The soundtrack to recently released movie The Last Kiss features an eclectic collection of songs, including tracks by Coldplay, Fiona Apple, Aimee Mann, Ray LaMontagne, and Rufus Wainwright. But more telling is what is on the cover of the CD: a big fat sticker solely attributing the mix to Garden State actor and director Zach Braff, despite the fact that he says all he did was pick out five or six albums’ worth of songs, while Tony Goldwyn, the movie’s director, selected what he wanted.
Sounds as if Lakeshore Records is trying to garner sales through Braff’s reputation as a musical tastemaker. It’s a title the actor doesn’t exactly believe in. “I know less about music than the average person,” he says from the sixth-season set of his hit TV show Scrubs. “There are plenty of bands you’d be shocked I’ve never listened to.”
Maybe so, but Garden State‘s soundtrack, which Braff executive-produced and ultimately won a Grammy for, was like a nursery for up-and-coming dreampop and acoustically minded artists. Acts like Frou Frou, Iron & Wine, Colin Hay, and the Shins (who, in the film, Natalie Portman suggested could change a person’s life) mingled freely with Nick Drake and Simon & Garfunkel and soon saw their record sales skyrocket thanks to Braff’s inadvertent nurturing.
“Everything increased,” says Stuart Meyer, the Shins’ A&R man. “Before Garden State, Oh Inverted World had slowed to eight hundred copies a week [after three years out]. After Garden State, it was selling over five thousand a week.” The band’s Chutes Too Narrow, out a year by the film’s release, doubled sales from fifteen hundred to three thousand copies a week. “It changed my life, absolutely,” says Shins singer Cary Brothers, who also appeared in the movie.
Braff remains adamant about his role in the Garden State phenomenon; in fact, he likes to joke that he won a Grammy for a mix CD. “I don’t have an iPod with twenty thousand songs on it,” he says. “I think, if I’m good at anything, it’s being able to pick the right songs to put to a picture.” For example, he recalls, “When I did Garden State and Tony [Goldwyn] did The Last Kiss, very rarely did we use music under dialogue. It’s usually used as a transition or under a montage.”

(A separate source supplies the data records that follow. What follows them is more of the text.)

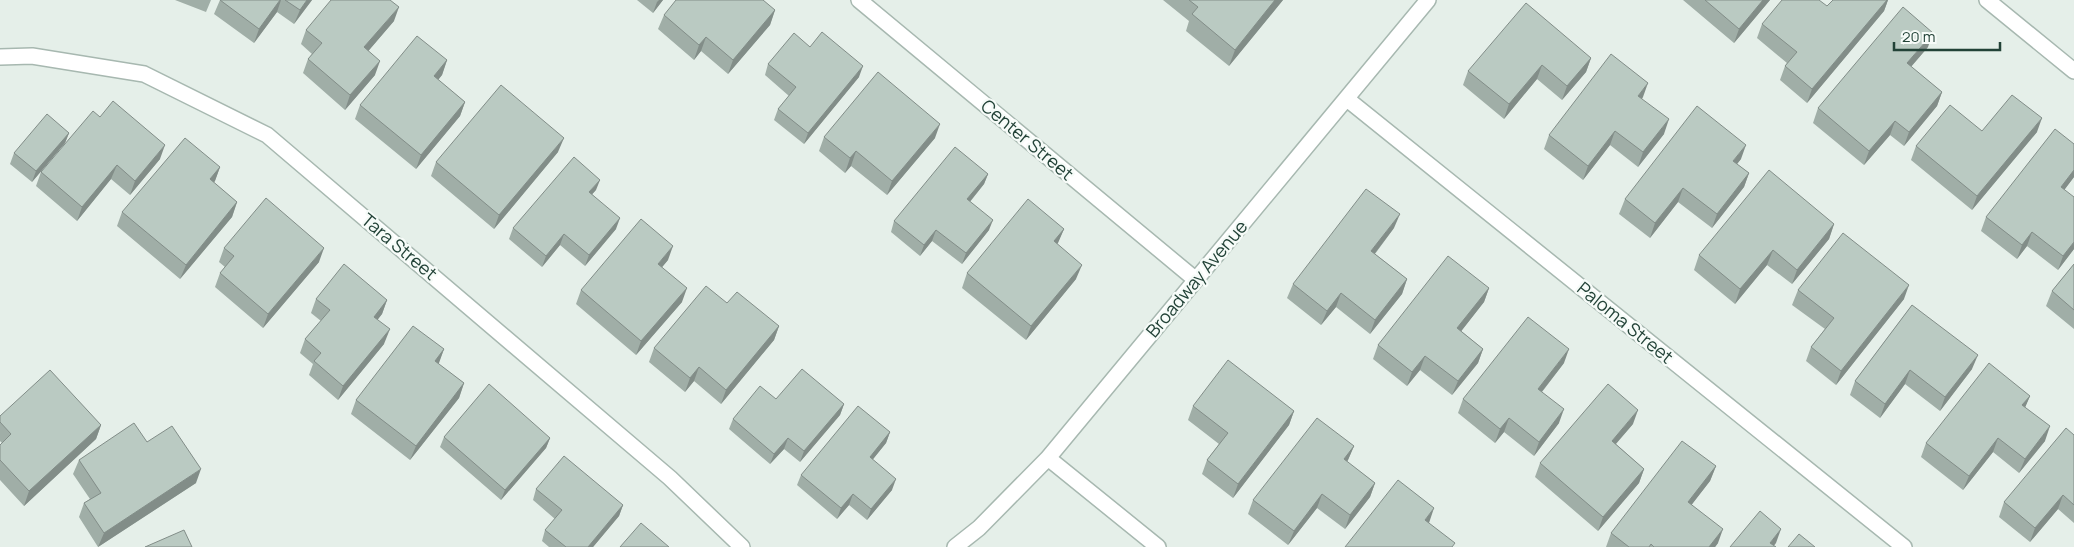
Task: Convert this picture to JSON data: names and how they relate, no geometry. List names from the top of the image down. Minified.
{"streets":{"street":["Center Street","Tara Street","Broadway Avenue","Paloma Street"]},"crossings":[["Center Street","Broadway Avenue"],["Broadway Avenue","Paloma Street"]],"scale_bar":"20 m"}
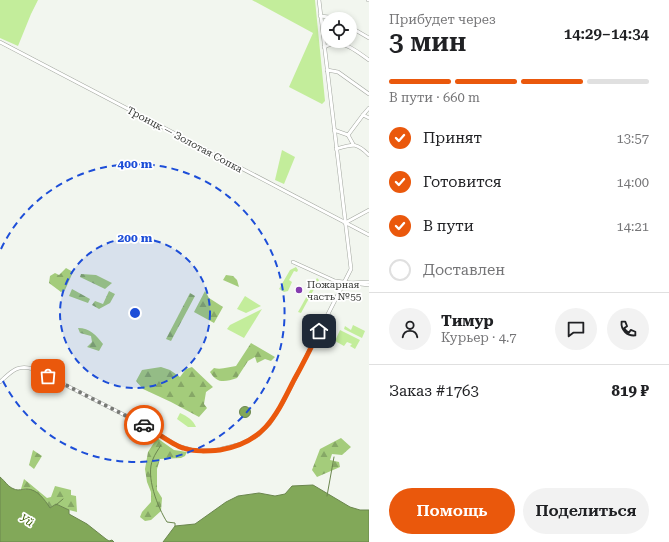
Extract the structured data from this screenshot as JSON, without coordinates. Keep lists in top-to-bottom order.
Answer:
{
  "streets": {
    "street": ["Троицк — Золотая Сопка"]
  },
  "water": ["Уй"],
  "places": ["Пожарная часть №55"],
  "page": {
    "heading": ["3 мин", "Прибудет через", "14:29–14:34"],
    "panel": [
      "Тимур",
      "Курьер · 4.7",
      "Заказ #1763",
      "819 ₽"
    ],
    "bar": "В пути · 660 m",
    "list": [
      ["Принят", "13:57"],
      ["Готовится", "14:00"],
      ["В пути", "14:21"],
      "Доставлен"
    ],
    "buttons": ["Помощь", "Поделиться"]
  },
  "rings": ["400 m", "200 m"]
}
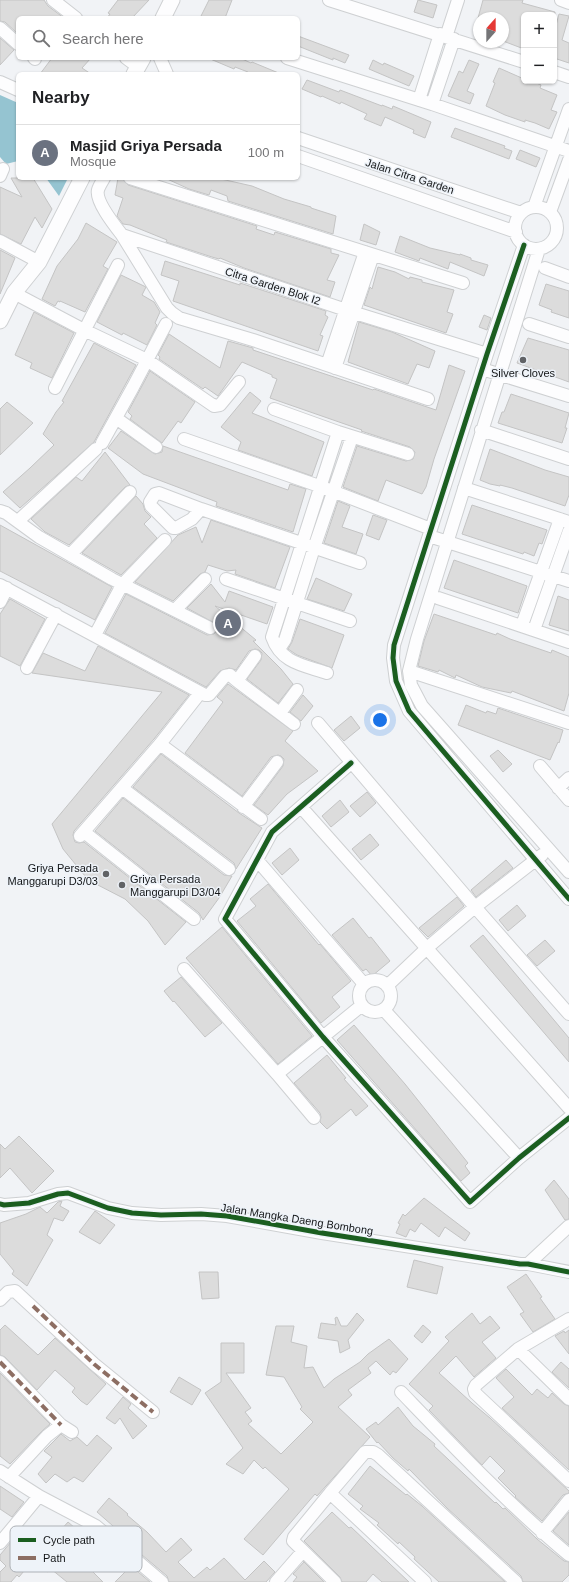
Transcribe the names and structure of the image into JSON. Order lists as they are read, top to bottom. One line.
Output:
{"streets":{"street":["Jalan Citra Garden","Citra Garden Blok I2","Jalan Mangka Daeng Bombong"]},"places":["Silver Cloves","Griya Persada Manggarupi D3/03","Griya Persada Manggarupi D3/04"],"legend":["Cycle path","Path"],"north":"top","page":{"map_buttons":["+","−"],"search":"Search here","heading":"Nearby","list":[{"mark":"A","name":"Masjid Griya Persada","note":"Mosque","value":"100 m"}],"pins":"A"}}
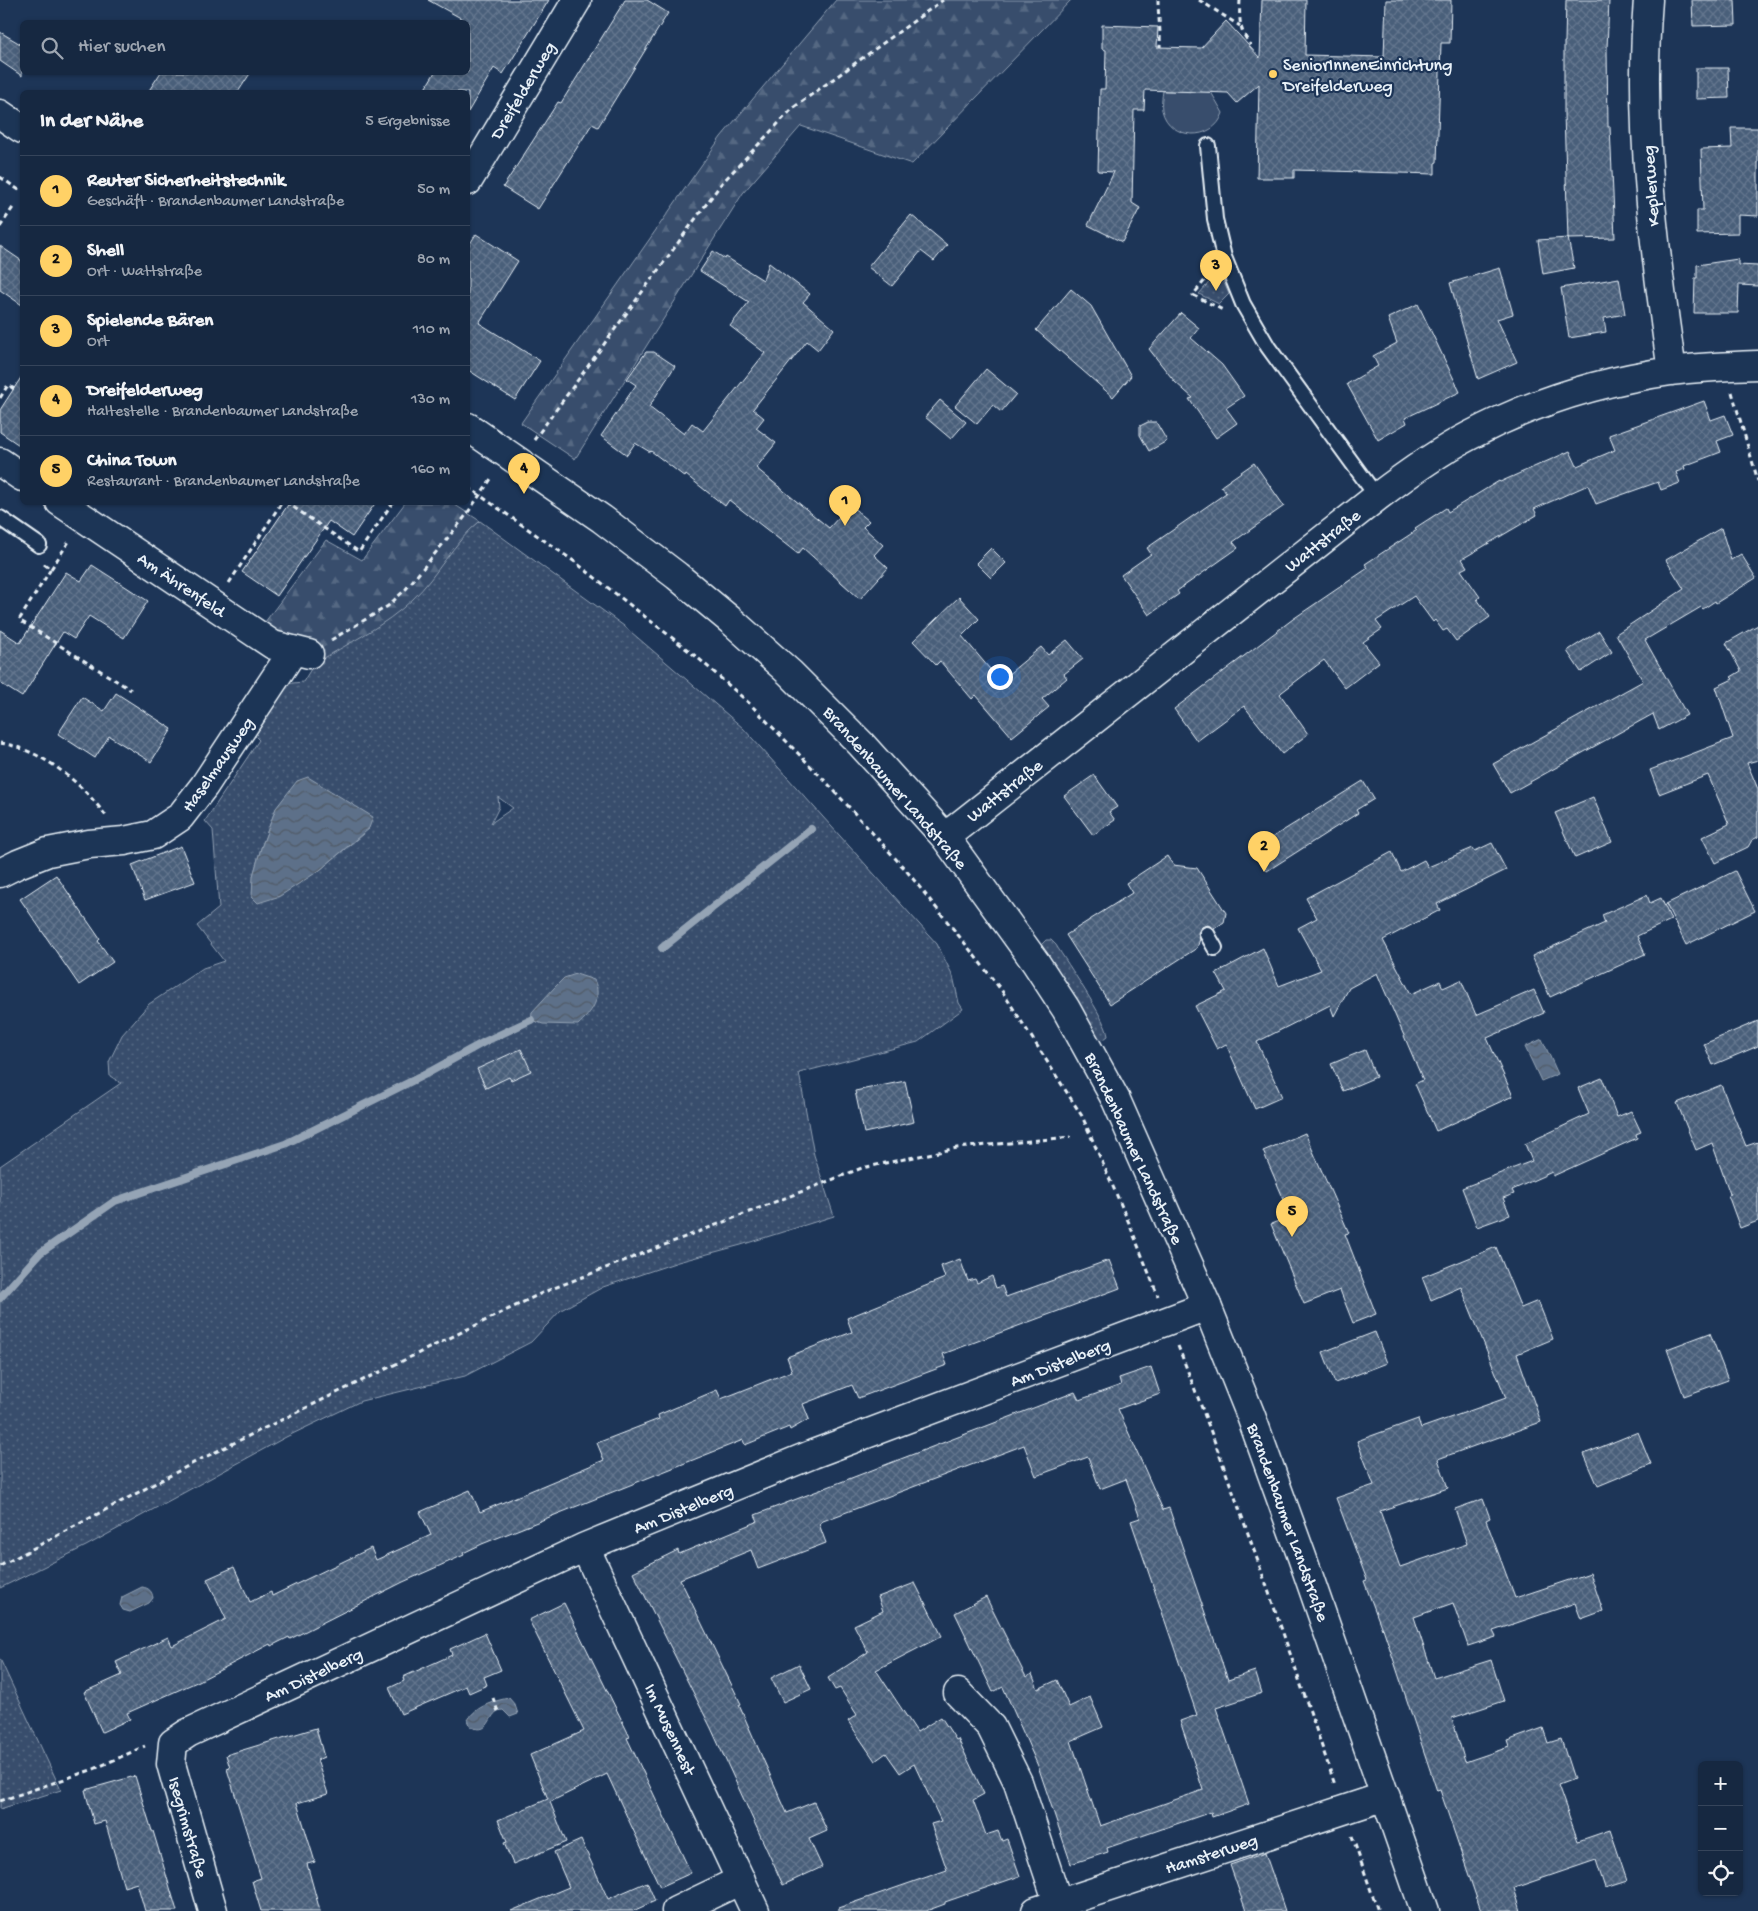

Braff insists “there’s no real science to what I do.” If you ask him about some basic rules to apply when assembling your own mix CD, don’t expect an elaborate list à la Nick Hornby: “There are no rules,” he insists, rather anticlimactically and Yoda-ishly. “Just good music.”
Whatever the case, Braff’s name is about to motivate his fans to not only buy movie tickets, but movie soundtracks, too. He takes this all in stride, since, as he confesses, “I don’t really know what’s hip.”